The drawback of the device is the strict requirements imposed on the edges of the clock pulse. If rGf r (where r is the duration of the pulse generated at the output of the difference element), the control at the output of the difference element does not form and the circuit stops working. Therefore, it is necessary to additionally install a clock driver at the input of the trigger, since the standard maximum for TTL and TTL of the 3-series series is 1f (100--150) not, but in this case is unacceptable. The most close to the invention is the 1K-trigger, consisting of primary and

additional triggers, between the keys are the keys that allow on the clock signal overwriting information.

An additional trigger is an RS trigger. The main trigger contains 11 transistors and 10 resistors, the circuit has a fairly large number of interconnects.

The drawback of the device is the large hardware costs required to implement the main trigger.

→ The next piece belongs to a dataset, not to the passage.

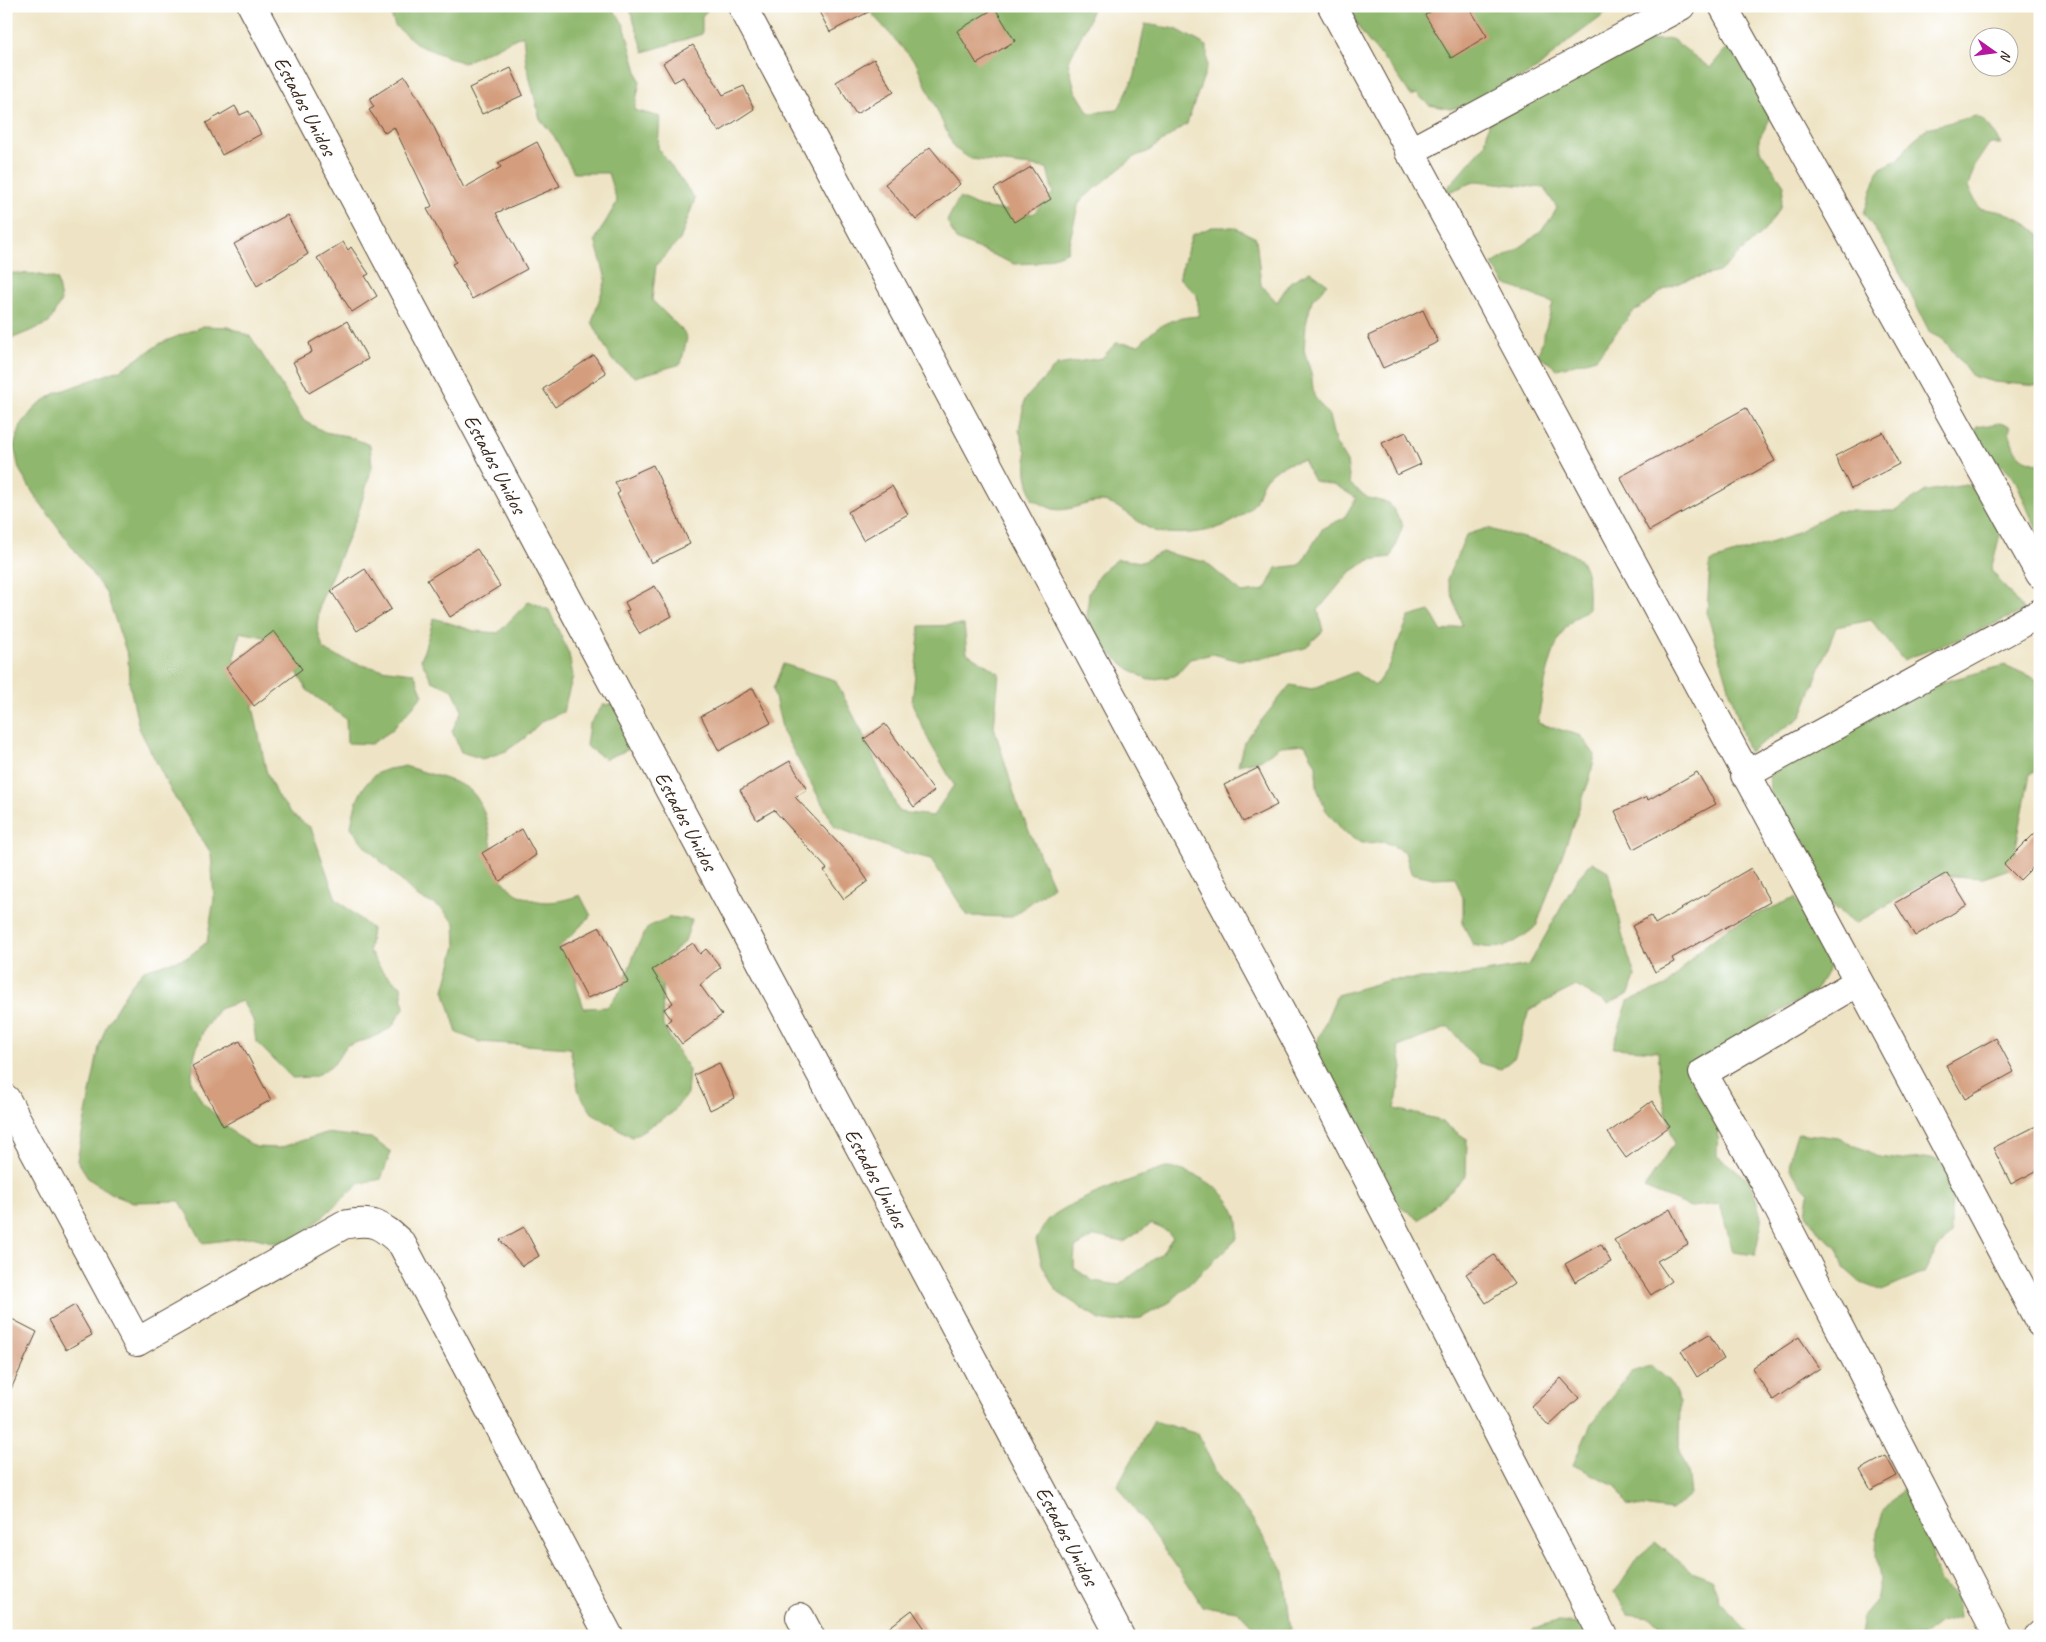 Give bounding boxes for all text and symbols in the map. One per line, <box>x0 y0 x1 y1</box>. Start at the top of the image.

The aim of the invention is to increase the reliability of the device and reduce its power consumption.

The goal is achieved by the fact that in I the K-trigger contains a main trigger, whose inputs are connected respectively to the forward and inverse outputs of an additional trigger, which contains six transistors and nine resistors, the first terminals of the first and second resistors are connected to the power supply bus, the base the first and second transistors, respectively, through the third and fourth resistors are connected to the common bus and their zmitters, and the collectors are connected respectively to the inverse and direct inputs of the additional trigger and to the first the pins of the fifth and sixth resistors, the second pins of which are connected to the first pins of the seventh and eighth resistors, the emitters of the third and fourth transistors are combined, the collector of the fifth transistor is connected to the first output of the ninth resistor, ten Schottky diodes are added, the second output of the ninth the resistor is connected to the forward output of the main trigger, the base of the sixth transistor is connected to the clock input, the collector is connected to the power bus, and the emitter is connected to the first output of the seventh resistor, the second output of which en with the base of the fifth transistor and through the tenth resistor - with its emitter and the base of the first transistor, the second terminal of the eighth resistor is connected to the base of the second transistor, the second terminals of the first and second resistors are connected respectively to the bases of the third and fourth transistors, KOTOpiJx collectors are connected to the cathodes of the first and second Schottky diodes, respectively, whose cathodes are connected respectively to the bases of the first and second transistors, the collector of the first transistor | ea is connected to the cathodes of the third and fourth diodes, ano The holes are connected to the bases of the second and third transistors, the collector of the second transistor is connected to the cathodes of the fifth and sixth Schottky diodes, the anodes of which are connected

the bases of the first and fourth transistors respectively, the base of the third transistor is connected to the anodes of the seventh and eighth Schottky diodes, the cathodes of which are connected respectively to the direct output of the main trigger and the K input, the base of the fourth transistor is connected to the anodes of the ninth and tenth Schottky diodes, cathodes which are connected respectively with the inverse output of the main trigger and the input.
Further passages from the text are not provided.